Dataset entries:
=== Section Start ===
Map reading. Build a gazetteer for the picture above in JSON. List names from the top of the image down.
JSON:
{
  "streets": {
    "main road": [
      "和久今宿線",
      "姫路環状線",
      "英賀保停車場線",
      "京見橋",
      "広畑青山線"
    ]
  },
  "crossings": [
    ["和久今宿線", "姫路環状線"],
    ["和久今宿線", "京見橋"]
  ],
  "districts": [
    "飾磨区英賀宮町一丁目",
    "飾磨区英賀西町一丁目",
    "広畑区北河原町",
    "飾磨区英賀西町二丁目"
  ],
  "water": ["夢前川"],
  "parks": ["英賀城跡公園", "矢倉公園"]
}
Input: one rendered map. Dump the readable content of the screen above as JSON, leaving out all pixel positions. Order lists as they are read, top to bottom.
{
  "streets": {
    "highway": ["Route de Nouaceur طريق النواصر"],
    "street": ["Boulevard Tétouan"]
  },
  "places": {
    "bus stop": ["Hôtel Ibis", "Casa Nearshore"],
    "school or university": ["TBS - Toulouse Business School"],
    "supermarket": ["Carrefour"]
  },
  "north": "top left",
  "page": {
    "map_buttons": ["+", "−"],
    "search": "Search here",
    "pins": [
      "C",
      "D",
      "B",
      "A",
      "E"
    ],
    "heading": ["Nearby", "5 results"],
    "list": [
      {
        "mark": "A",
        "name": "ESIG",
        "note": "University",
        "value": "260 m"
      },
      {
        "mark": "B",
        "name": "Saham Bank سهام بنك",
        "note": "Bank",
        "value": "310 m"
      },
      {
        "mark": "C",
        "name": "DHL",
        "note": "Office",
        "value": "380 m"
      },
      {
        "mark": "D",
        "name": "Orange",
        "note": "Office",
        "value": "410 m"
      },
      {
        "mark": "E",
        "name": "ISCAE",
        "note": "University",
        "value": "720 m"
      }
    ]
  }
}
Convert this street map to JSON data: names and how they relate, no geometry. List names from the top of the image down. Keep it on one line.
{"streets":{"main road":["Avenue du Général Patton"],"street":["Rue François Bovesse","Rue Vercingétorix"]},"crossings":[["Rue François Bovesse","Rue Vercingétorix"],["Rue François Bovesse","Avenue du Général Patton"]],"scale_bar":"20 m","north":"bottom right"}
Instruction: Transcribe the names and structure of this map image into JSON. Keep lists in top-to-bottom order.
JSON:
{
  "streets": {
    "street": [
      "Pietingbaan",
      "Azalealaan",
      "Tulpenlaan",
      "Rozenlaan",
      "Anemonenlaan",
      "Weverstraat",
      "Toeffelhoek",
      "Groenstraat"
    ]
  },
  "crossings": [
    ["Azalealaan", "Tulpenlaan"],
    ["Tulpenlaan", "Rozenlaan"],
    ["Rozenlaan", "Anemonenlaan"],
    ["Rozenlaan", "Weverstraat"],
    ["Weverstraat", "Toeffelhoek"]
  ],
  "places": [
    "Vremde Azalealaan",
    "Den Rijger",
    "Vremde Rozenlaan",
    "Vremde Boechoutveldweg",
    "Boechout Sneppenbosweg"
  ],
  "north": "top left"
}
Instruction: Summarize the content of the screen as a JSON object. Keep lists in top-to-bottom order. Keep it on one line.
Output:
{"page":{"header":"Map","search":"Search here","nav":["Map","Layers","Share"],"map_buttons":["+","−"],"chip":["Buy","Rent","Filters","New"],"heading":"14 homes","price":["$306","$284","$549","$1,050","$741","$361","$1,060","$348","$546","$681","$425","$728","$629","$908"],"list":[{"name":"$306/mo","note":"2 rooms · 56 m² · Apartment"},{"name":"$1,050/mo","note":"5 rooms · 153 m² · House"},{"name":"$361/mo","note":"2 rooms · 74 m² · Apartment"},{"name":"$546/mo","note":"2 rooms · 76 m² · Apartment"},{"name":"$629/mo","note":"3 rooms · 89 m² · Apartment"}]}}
=== Section End ===
What is expected
Going line by line, set down the data above exactly as given.

Output of the exercise
Map reading. Build a gazetteer for the picture above in JSON. List names from the top of the image down.
JSON:
{
  "streets": {
    "main road": [
      "和久今宿線",
      "姫路環状線",
      "英賀保停車場線",
      "京見橋",
      "広畑青山線"
    ]
  },
  "crossings": [
    ["和久今宿線", "姫路環状線"],
    ["和久今宿線", "京見橋"]
  ],
  "districts": [
    "飾磨区英賀宮町一丁目",
    "飾磨区英賀西町一丁目",
    "広畑区北河原町",
    "飾磨区英賀西町二丁目"
  ],
  "water": ["夢前川"],
  "parks": ["英賀城跡公園", "矢倉公園"]
}
Input: one rendered map. Dump the readable content of the screen above as JSON, leaving out all pixel positions. Order lists as they are read, top to bottom.
{
  "streets": {
    "highway": ["Route de Nouaceur طريق النواصر"],
    "street": ["Boulevard Tétouan"]
  },
  "places": {
    "bus stop": ["Hôtel Ibis", "Casa Nearshore"],
    "school or university": ["TBS - Toulouse Business School"],
    "supermarket": ["Carrefour"]
  },
  "north": "top left",
  "page": {
    "map_buttons": ["+", "−"],
    "search": "Search here",
    "pins": [
      "C",
      "D",
      "B",
      "A",
      "E"
    ],
    "heading": ["Nearby", "5 results"],
    "list": [
      {
        "mark": "A",
        "name": "ESIG",
        "note": "University",
        "value": "260 m"
      },
      {
        "mark": "B",
        "name": "Saham Bank سهام بنك",
        "note": "Bank",
        "value": "310 m"
      },
      {
        "mark": "C",
        "name": "DHL",
        "note": "Office",
        "value": "380 m"
      },
      {
        "mark": "D",
        "name": "Orange",
        "note": "Office",
        "value": "410 m"
      },
      {
        "mark": "E",
        "name": "ISCAE",
        "note": "University",
        "value": "720 m"
      }
    ]
  }
}
Convert this street map to JSON data: names and how they relate, no geometry. List names from the top of the image down. Keep it on one line.
{"streets":{"main road":["Avenue du Général Patton"],"street":["Rue François Bovesse","Rue Vercingétorix"]},"crossings":[["Rue François Bovesse","Rue Vercingétorix"],["Rue François Bovesse","Avenue du Général Patton"]],"scale_bar":"20 m","north":"bottom right"}
Instruction: Transcribe the names and structure of this map image into JSON. Keep lists in top-to-bottom order.
JSON:
{
  "streets": {
    "street": [
      "Pietingbaan",
      "Azalealaan",
      "Tulpenlaan",
      "Rozenlaan",
      "Anemonenlaan",
      "Weverstraat",
      "Toeffelhoek",
      "Groenstraat"
    ]
  },
  "crossings": [
    ["Azalealaan", "Tulpenlaan"],
    ["Tulpenlaan", "Rozenlaan"],
    ["Rozenlaan", "Anemonenlaan"],
    ["Rozenlaan", "Weverstraat"],
    ["Weverstraat", "Toeffelhoek"]
  ],
  "places": [
    "Vremde Azalealaan",
    "Den Rijger",
    "Vremde Rozenlaan",
    "Vremde Boechoutveldweg",
    "Boechout Sneppenbosweg"
  ],
  "north": "top left"
}
Instruction: Summarize the content of the screen as a JSON object. Keep lists in top-to-bottom order. Keep it on one line.
Output:
{"page":{"header":"Map","search":"Search here","nav":["Map","Layers","Share"],"map_buttons":["+","−"],"chip":["Buy","Rent","Filters","New"],"heading":"14 homes","price":["$306","$284","$549","$1,050","$741","$361","$1,060","$348","$546","$681","$425","$728","$629","$908"],"list":[{"name":"$306/mo","note":"2 rooms · 56 m² · Apartment"},{"name":"$1,050/mo","note":"5 rooms · 153 m² · House"},{"name":"$361/mo","note":"2 rooms · 74 m² · Apartment"},{"name":"$546/mo","note":"2 rooms · 76 m² · Apartment"},{"name":"$629/mo","note":"3 rooms · 89 m² · Apartment"}]}}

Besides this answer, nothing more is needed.